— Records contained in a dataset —
# # # #
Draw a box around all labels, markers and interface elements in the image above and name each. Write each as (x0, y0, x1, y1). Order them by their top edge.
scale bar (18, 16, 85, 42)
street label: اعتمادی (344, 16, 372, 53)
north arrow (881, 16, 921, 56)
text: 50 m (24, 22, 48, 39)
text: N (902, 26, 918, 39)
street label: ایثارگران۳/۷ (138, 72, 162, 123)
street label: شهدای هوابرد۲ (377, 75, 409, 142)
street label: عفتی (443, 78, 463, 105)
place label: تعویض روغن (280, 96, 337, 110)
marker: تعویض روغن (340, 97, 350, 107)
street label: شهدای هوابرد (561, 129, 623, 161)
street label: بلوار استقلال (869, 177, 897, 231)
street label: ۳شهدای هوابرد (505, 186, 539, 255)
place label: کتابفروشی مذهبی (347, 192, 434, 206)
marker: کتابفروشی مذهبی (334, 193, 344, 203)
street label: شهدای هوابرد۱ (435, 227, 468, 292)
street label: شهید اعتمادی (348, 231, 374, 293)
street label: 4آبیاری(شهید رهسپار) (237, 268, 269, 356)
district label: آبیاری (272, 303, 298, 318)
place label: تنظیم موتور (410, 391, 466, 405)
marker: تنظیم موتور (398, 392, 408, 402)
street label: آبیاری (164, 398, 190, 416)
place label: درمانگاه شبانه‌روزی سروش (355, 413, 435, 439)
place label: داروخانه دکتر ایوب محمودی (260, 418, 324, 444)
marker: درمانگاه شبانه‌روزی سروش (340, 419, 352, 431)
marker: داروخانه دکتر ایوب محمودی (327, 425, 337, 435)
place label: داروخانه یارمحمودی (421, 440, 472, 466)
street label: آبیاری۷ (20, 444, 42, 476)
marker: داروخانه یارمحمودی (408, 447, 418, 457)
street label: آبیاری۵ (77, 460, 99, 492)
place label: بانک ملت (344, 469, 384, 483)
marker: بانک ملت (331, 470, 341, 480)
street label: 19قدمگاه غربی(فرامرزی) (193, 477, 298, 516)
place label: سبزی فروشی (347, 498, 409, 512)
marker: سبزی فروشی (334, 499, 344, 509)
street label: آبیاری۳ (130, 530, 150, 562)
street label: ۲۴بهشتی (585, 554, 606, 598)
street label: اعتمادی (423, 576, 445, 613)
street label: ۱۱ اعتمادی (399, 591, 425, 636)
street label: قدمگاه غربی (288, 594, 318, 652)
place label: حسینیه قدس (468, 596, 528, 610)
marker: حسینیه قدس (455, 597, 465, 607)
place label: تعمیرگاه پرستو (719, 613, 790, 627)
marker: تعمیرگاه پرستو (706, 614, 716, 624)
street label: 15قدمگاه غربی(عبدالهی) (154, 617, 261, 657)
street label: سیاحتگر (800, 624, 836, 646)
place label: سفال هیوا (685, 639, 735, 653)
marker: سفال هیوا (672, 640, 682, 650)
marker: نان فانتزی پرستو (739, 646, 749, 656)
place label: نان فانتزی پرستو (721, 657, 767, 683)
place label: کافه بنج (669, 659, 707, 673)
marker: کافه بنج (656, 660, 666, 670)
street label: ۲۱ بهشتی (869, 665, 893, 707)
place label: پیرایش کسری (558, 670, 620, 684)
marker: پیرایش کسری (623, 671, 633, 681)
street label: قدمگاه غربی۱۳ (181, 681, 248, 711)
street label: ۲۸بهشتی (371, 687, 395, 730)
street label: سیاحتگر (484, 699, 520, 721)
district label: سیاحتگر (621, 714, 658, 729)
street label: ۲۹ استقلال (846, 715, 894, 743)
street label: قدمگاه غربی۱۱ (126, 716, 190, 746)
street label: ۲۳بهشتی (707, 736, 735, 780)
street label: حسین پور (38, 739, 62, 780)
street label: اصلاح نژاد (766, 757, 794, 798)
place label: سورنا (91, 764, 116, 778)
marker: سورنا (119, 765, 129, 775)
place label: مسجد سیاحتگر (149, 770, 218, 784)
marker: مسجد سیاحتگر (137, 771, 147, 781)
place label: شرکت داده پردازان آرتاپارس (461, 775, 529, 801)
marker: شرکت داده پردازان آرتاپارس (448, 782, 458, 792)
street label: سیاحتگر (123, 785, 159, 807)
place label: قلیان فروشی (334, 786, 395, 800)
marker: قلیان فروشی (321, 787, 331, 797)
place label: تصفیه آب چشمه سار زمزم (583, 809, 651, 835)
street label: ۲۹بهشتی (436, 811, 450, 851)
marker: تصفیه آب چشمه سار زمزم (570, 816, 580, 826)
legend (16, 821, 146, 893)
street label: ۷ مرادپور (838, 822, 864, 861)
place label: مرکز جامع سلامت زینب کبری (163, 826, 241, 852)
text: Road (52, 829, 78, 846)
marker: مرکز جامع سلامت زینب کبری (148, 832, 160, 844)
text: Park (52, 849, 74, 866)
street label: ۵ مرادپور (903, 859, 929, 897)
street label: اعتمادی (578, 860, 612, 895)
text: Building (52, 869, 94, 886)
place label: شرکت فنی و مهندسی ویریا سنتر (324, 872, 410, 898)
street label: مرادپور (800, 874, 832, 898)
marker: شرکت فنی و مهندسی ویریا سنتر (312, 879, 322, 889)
# # # #
— Problem to work on —
Exact retyping of every entry is required.

— Task response —
Draw a box around all labels, markers and interface elements in the image above and name each. Write each as (x0, y0, x1, y1). Order them by their top edge.
scale bar (18, 16, 85, 42)
street label: اعتمادی (344, 16, 372, 53)
north arrow (881, 16, 921, 56)
text: 50 m (24, 22, 48, 39)
text: N (902, 26, 918, 39)
street label: ایثارگران۳/۷ (138, 72, 162, 123)
street label: شهدای هوابرد۲ (377, 75, 409, 142)
street label: عفتی (443, 78, 463, 105)
place label: تعویض روغن (280, 96, 337, 110)
marker: تعویض روغن (340, 97, 350, 107)
street label: شهدای هوابرد (561, 129, 623, 161)
street label: بلوار استقلال (869, 177, 897, 231)
street label: ۳شهدای هوابرد (505, 186, 539, 255)
place label: کتابفروشی مذهبی (347, 192, 434, 206)
marker: کتابفروشی مذهبی (334, 193, 344, 203)
street label: شهدای هوابرد۱ (435, 227, 468, 292)
street label: شهید اعتمادی (348, 231, 374, 293)
street label: 4آبیاری(شهید رهسپار) (237, 268, 269, 356)
district label: آبیاری (272, 303, 298, 318)
place label: تنظیم موتور (410, 391, 466, 405)
marker: تنظیم موتور (398, 392, 408, 402)
street label: آبیاری (164, 398, 190, 416)
place label: درمانگاه شبانه‌روزی سروش (355, 413, 435, 439)
place label: داروخانه دکتر ایوب محمودی (260, 418, 324, 444)
marker: درمانگاه شبانه‌روزی سروش (340, 419, 352, 431)
marker: داروخانه دکتر ایوب محمودی (327, 425, 337, 435)
place label: داروخانه یارمحمودی (421, 440, 472, 466)
street label: آبیاری۷ (20, 444, 42, 476)
marker: داروخانه یارمحمودی (408, 447, 418, 457)
street label: آبیاری۵ (77, 460, 99, 492)
place label: بانک ملت (344, 469, 384, 483)
marker: بانک ملت (331, 470, 341, 480)
street label: 19قدمگاه غربی(فرامرزی) (193, 477, 298, 516)
place label: سبزی فروشی (347, 498, 409, 512)
marker: سبزی فروشی (334, 499, 344, 509)
street label: آبیاری۳ (130, 530, 150, 562)
street label: ۲۴بهشتی (585, 554, 606, 598)
street label: اعتمادی (423, 576, 445, 613)
street label: ۱۱ اعتمادی (399, 591, 425, 636)
street label: قدمگاه غربی (288, 594, 318, 652)
place label: حسینیه قدس (468, 596, 528, 610)
marker: حسینیه قدس (455, 597, 465, 607)
place label: تعمیرگاه پرستو (719, 613, 790, 627)
marker: تعمیرگاه پرستو (706, 614, 716, 624)
street label: 15قدمگاه غربی(عبدالهی) (154, 617, 261, 657)
street label: سیاحتگر (800, 624, 836, 646)
place label: سفال هیوا (685, 639, 735, 653)
marker: سفال هیوا (672, 640, 682, 650)
marker: نان فانتزی پرستو (739, 646, 749, 656)
place label: نان فانتزی پرستو (721, 657, 767, 683)
place label: کافه بنج (669, 659, 707, 673)
marker: کافه بنج (656, 660, 666, 670)
street label: ۲۱ بهشتی (869, 665, 893, 707)
place label: پیرایش کسری (558, 670, 620, 684)
marker: پیرایش کسری (623, 671, 633, 681)
street label: قدمگاه غربی۱۳ (181, 681, 248, 711)
street label: ۲۸بهشتی (371, 687, 395, 730)
street label: سیاحتگر (484, 699, 520, 721)
district label: سیاحتگر (621, 714, 658, 729)
street label: ۲۹ استقلال (846, 715, 894, 743)
street label: قدمگاه غربی۱۱ (126, 716, 190, 746)
street label: ۲۳بهشتی (707, 736, 735, 780)
street label: حسین پور (38, 739, 62, 780)
street label: اصلاح نژاد (766, 757, 794, 798)
place label: سورنا (91, 764, 116, 778)
marker: سورنا (119, 765, 129, 775)
place label: مسجد سیاحتگر (149, 770, 218, 784)
marker: مسجد سیاحتگر (137, 771, 147, 781)
place label: شرکت داده پردازان آرتاپارس (461, 775, 529, 801)
marker: شرکت داده پردازان آرتاپارس (448, 782, 458, 792)
street label: سیاحتگر (123, 785, 159, 807)
place label: قلیان فروشی (334, 786, 395, 800)
marker: قلیان فروشی (321, 787, 331, 797)
place label: تصفیه آب چشمه سار زمزم (583, 809, 651, 835)
street label: ۲۹بهشتی (436, 811, 450, 851)
marker: تصفیه آب چشمه سار زمزم (570, 816, 580, 826)
legend (16, 821, 146, 893)
street label: ۷ مرادپور (838, 822, 864, 861)
place label: مرکز جامع سلامت زینب کبری (163, 826, 241, 852)
text: Road (52, 829, 78, 846)
marker: مرکز جامع سلامت زینب کبری (148, 832, 160, 844)
text: Park (52, 849, 74, 866)
street label: ۵ مرادپور (903, 859, 929, 897)
street label: اعتمادی (578, 860, 612, 895)
text: Building (52, 869, 94, 886)
place label: شرکت فنی و مهندسی ویریا سنتر (324, 872, 410, 898)
street label: مرادپور (800, 874, 832, 898)
marker: شرکت فنی و مهندسی ویریا سنتر (312, 879, 322, 889)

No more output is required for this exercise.